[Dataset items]
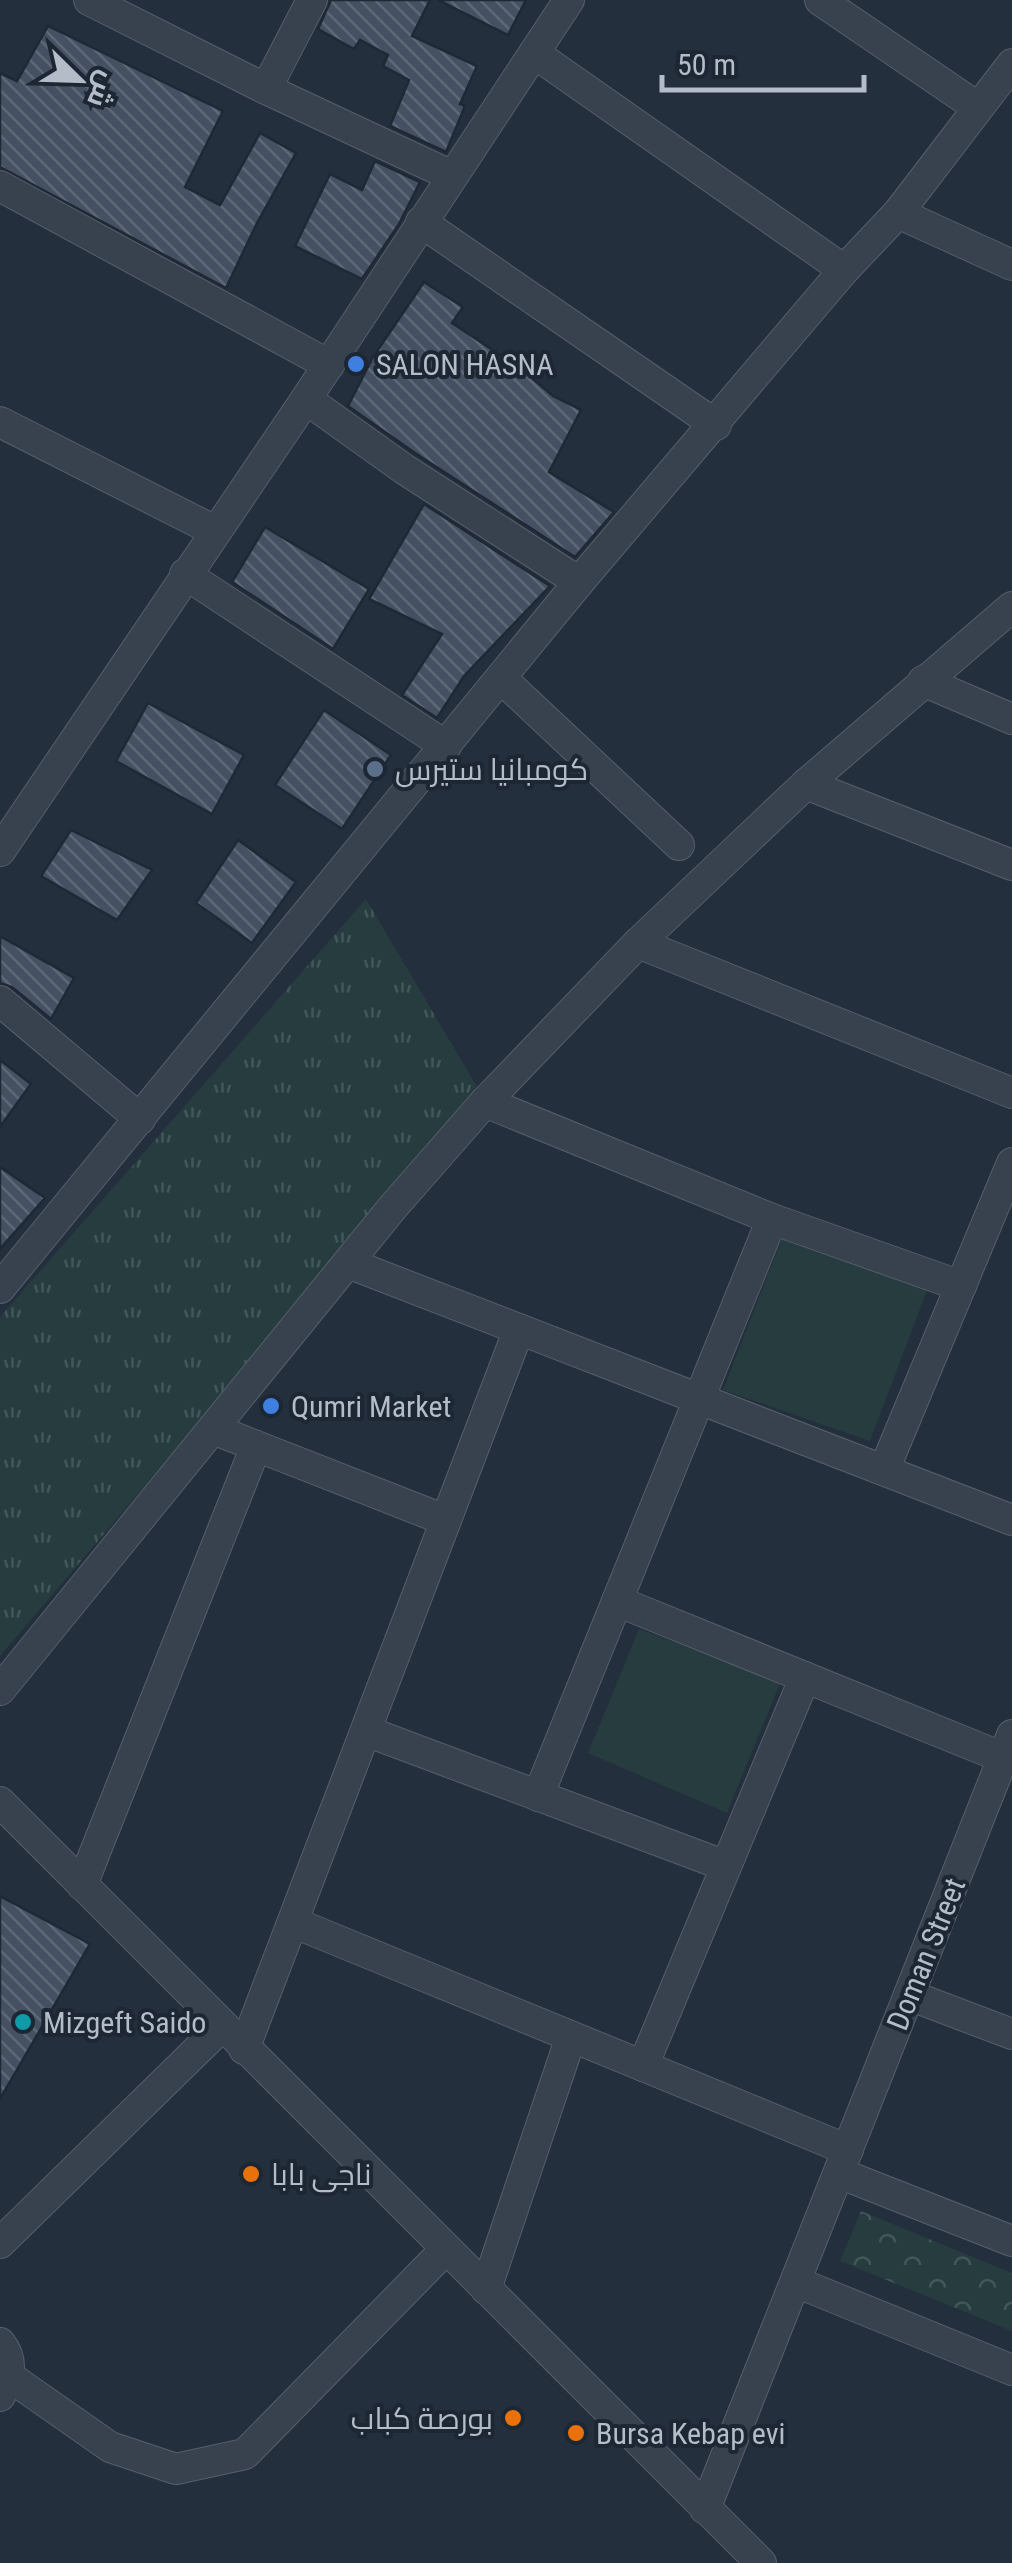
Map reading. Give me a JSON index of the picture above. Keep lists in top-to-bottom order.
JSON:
{
  "streets": {
    "street": ["Doman Street"]
  },
  "places": [
    "SALON HASNA",
    "كومبانيا ستيرس",
    "Qumri Market",
    "Mizgeft Saido",
    "ناجى بابا",
    "بورصة كباب",
    "Bursa Kebap evi"
  ],
  "scale_bar": "50 m",
  "north": "bottom right"
}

§ **What to do**: Transcribe the entries above verbatim, excluding any image.

§ **Answer space**:
Map reading. Give me a JSON index of the picture above. Keep lists in top-to-bottom order.
JSON:
{
  "streets": {
    "street": ["Doman Street"]
  },
  "places": [
    "SALON HASNA",
    "كومبانيا ستيرس",
    "Qumri Market",
    "Mizgeft Saido",
    "ناجى بابا",
    "بورصة كباب",
    "Bursa Kebap evi"
  ],
  "scale_bar": "50 m",
  "north": "bottom right"
}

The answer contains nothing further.